WHAT NEEDS TO BE DONE: Lines containing the word "import" are the ones to copy from the records below.
=== MATERIAL FOR THIS EXERCISE ===
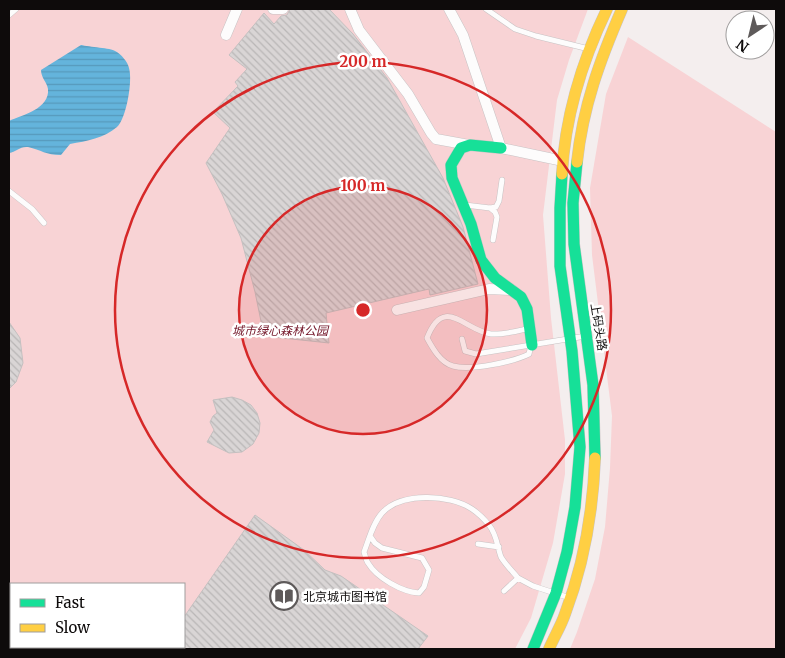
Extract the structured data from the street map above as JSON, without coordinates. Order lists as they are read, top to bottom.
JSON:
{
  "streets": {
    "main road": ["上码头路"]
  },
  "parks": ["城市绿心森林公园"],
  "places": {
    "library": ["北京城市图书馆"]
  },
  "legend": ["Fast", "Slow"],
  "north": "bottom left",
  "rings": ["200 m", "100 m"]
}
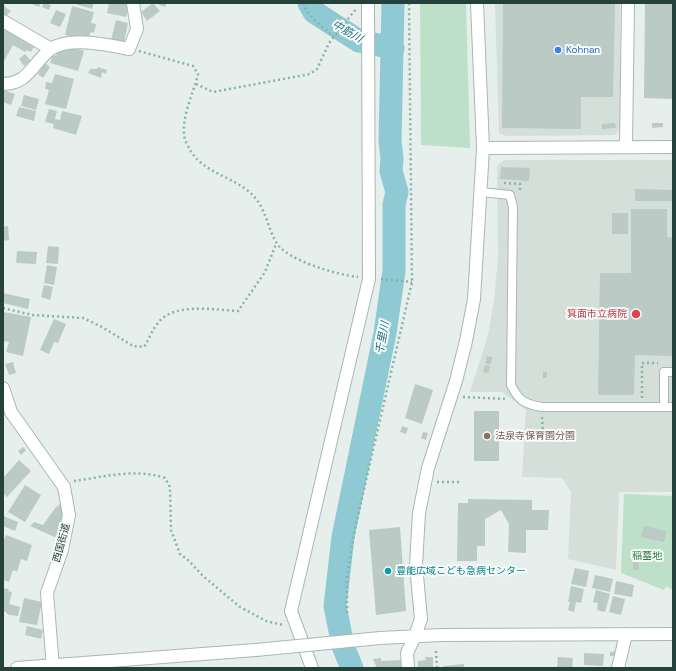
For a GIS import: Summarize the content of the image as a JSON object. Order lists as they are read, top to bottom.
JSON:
===
=== MATERIAL FOR THIS EXERCISE ===
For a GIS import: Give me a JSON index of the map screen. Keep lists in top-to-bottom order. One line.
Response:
===
=== MATERIAL FOR THIS EXERCISE ===
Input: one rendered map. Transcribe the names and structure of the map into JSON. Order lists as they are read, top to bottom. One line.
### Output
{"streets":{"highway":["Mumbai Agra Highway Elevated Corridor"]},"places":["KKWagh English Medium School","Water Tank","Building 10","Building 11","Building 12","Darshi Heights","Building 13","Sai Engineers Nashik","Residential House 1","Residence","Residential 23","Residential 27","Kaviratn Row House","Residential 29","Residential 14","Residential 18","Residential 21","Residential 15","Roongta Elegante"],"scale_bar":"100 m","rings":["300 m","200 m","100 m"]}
===
PROBLEM SOLUTION:
For a GIS import: Summarize the content of the image as a JSON object. Order lists as they are read, top to bottom.
For a GIS import: Give me a JSON index of the map screen. Keep lists in top-to-bottom order. One line.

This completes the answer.